**INFORMATION SHOWN:**
::::
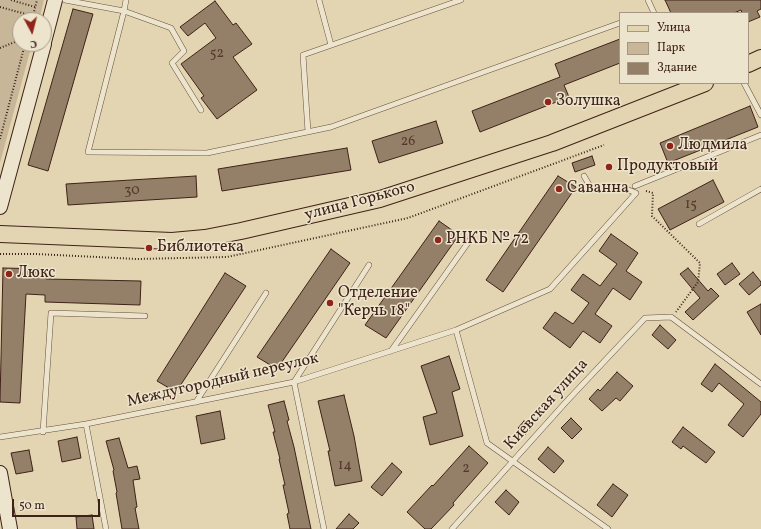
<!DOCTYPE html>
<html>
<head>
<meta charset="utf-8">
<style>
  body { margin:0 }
  #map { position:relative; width:761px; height:529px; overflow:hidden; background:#e3d5b2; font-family:Vollkorn,serif }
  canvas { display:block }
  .legend { position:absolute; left:619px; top:12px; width:130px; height:72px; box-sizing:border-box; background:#ede4cd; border:1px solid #a79684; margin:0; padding:5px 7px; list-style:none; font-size:12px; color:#3f2217 }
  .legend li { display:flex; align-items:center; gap:8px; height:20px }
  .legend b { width:20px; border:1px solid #a79684 }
  .north { position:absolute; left:12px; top:12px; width:40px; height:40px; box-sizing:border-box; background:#ede4cd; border:1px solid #a79684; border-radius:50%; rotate:173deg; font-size:11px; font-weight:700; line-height:16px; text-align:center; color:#3f2217 }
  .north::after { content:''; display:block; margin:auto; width:14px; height:18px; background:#8f2418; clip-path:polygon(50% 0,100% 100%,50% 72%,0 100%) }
  .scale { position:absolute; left:12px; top:499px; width:88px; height:18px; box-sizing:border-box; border:2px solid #3f2217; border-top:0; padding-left:5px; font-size:12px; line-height:14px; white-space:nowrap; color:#3f2217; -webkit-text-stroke:3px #ede4cd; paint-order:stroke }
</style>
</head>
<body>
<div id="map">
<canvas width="761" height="529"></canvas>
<ul class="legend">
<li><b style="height:5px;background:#e3d5b2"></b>Улица</li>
<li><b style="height:11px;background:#c7b798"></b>Парк</li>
<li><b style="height:11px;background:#947f68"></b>Здание</li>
</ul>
<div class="north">С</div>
<div class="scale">50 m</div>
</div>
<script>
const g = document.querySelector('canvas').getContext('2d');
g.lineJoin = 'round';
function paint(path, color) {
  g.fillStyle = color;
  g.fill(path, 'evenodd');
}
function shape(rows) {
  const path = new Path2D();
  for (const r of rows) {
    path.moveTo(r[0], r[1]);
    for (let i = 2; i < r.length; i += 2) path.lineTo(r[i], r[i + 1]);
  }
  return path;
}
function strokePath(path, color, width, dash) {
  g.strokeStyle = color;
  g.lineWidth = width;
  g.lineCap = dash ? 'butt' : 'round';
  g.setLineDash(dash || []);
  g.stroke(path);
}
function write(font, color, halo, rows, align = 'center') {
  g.font = font + ' Vollkorn,serif';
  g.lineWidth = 3;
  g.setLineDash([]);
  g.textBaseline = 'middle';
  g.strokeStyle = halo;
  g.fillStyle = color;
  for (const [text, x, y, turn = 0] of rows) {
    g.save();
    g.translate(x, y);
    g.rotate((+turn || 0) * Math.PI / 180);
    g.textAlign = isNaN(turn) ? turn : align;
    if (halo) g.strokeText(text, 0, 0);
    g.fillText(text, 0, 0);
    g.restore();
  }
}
const green = shape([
  [0,0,44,0,39,20,20,20,20,44,32,44,0,163]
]);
const building = shape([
  [665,0,761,0,761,9,757,11,760,17,748,22,748,13,742,13,741,10,734,13,671,13,665,0],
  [215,1,233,25,236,23,252,44,233,57,257,90,217,119,201,98,204,96,181,64,216,38,205,23,188,36,180,27,215,1],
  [73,9,93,14,48,171,28,165,73,9],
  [620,39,620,63,564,85,569,97,480,132,472,111,560,77,555,64,620,39],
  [750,106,758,127,668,163,660,143,750,106],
  [436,121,443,143,379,163,372,141,436,121],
  [347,148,351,170,222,191,218,169,347,148],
  [592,156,595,165,575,172,572,163,592,156],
  [196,176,197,197,68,205,66,184,196,176],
  [558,176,576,187,503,292,486,280,558,176],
  [713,180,724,202,670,230,658,209,713,180],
  [439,221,459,235,386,338,365,325,439,221],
  [611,234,638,253,626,271,642,282,630,300,613,288,595,314,612,326,600,343,583,331,570,348,543,328,555,312,573,324,589,303,571,290,583,274,600,286,617,264,599,251,611,234],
  [331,249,350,263,277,369,257,357,331,249],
  [732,263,740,274,725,285,717,274,732,263],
  [3,268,46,269,46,279,141,281,140,305,45,302,45,295,26,294,20,403,0,402,3,268],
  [688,268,708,291,711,288,719,296,693,320,685,312,700,298,680,274,688,268],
  [753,272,761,282,761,285,749,295,739,284,753,272],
  [225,273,246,286,176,392,157,381,225,273],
  [761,304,761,335,747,312,761,304],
  [660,325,676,340,668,349,652,335,660,325],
  [449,356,460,389,452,392,463,436,430,445,423,417,437,413,421,366,449,356],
  [715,364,761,402,761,414,743,437,728,425,744,404,719,383,712,392,701,384,715,364],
  [617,372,633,386,620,401,616,398,602,411,589,399,598,389,600,391,617,372],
  [344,395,354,436,362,481,335,486,328,451,330,451,318,401,344,395],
  [284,401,289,420,287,421,294,447,311,529,290,529,287,514,289,513,283,485,285,485,279,459,280,459,273,432,275,432,268,405,284,401],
  [220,411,225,439,201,444,196,416,220,411],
  [571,418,582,429,572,439,561,428,571,418],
  [524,421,532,428,525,435,518,428,524,421],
  [683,427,715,452,706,463,683,446,681,449,672,442,683,427],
  [77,437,81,458,62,462,58,441,77,437],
  [119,438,128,468,137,466,140,479,133,480,137,507,135,508,139,529,122,529,116,493,117,492,113,471,114,470,106,441,119,438],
  [469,446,488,463,453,503,454,505,431,529,425,529,407,512,432,485,433,486,469,446],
  [548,447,564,461,554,473,538,459,548,447],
  [29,450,33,471,16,474,11,453,29,450],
  [392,463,402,472,382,496,371,487,392,463],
  [613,484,628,495,612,517,597,505,613,484],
  [506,490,519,502,509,515,495,502,506,490],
  [349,514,359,523,353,529,336,529,349,514],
  [92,515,94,529,77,529,76,517,92,515]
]);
const path = shape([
  [11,0,35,7],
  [0,7,33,16],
  [32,20,37,0],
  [0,48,20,40],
  [0,139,25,44],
  [646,191,653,193,652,216,700,263,698,282,676,312],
  [0,254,36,254,137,259,227,257,408,218,604,145]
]);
const service = shape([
  [65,0,124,11,126,0],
  [319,0,331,45],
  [648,0,654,13],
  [744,83,761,115],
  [201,110,172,63,184,51,171,28,124,11,88,152,207,153,331,127,620,23],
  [308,132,303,55,461,0],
  [635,186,761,135],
  [699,224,761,189],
  [456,330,487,443,608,529],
  [391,351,472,237],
  [196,402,266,293],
  [86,424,106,529],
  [43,432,51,313,145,316],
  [0,437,86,424,294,382,456,330,550,289,636,193,624,188,591,188,584,176],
  [324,529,294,382,369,265],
  [452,529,566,402,645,318,671,317,761,384]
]);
const secondary = shape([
  [44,42,55,0],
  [0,207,44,44],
  [0,473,10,529]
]);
const primary = shape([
  [748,64,761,58],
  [0,234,172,241,205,238,241,231,380,199,552,143,705,83]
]);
const markers = [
  [548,102,4,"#8f2418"],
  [670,146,4,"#8f2418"],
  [609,167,4,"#8f2418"],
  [559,189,4,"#8f2418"],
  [438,240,4,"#8f2418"],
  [149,248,4,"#8f2418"],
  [9,274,4,"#8f2418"],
  [330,303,4,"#8f2418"]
];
const numberNames = [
  ["52",217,54],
  ["26",408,142],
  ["30",132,191],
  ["15",691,205],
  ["14",345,466],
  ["2",466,469]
];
const poiNames = [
  ["Золушка",556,102],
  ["Людмила",678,146],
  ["Продуктовый",617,167],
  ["Саванна",567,189],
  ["РНКБ № 72",446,240],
  ["Библиотека",157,248],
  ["Люкс",17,274],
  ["Отделение",338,294],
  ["\"Керчь 18\"",338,312]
];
const streetNames = [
  ["улица Горького",360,202,-15],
  ["Междугородный переулок",223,381,-13],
  ["Киевская улица",547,405,-48]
];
paint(green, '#c7b798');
paint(building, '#947f68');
strokePath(building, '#3f2217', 1);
strokePath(service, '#684f3e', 6);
strokePath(secondary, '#3f2217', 16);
strokePath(primary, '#3f2217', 18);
strokePath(path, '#3f2217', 2, [1, 2]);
strokePath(service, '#ede4cd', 5);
strokePath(secondary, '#ede4cd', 14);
strokePath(primary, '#e3d5b2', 16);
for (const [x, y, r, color] of markers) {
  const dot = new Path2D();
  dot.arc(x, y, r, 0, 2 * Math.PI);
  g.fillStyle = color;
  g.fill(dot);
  strokePath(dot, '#ede4cd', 1.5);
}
write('14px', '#54392b', null, numberNames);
write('16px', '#3f2217', '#ede4cd', poiNames, 'left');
write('16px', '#3f2217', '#ede4cd', streetNames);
</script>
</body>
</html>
::::
**TASK INSTRUCTIONS:** For the string "canvas", find every line of the material that contains it, and copy each one.

**RESULT:**
  canvas { display:block }
<canvas width="761" height="529"></canvas>
const g = document.querySelector('canvas').getContext('2d');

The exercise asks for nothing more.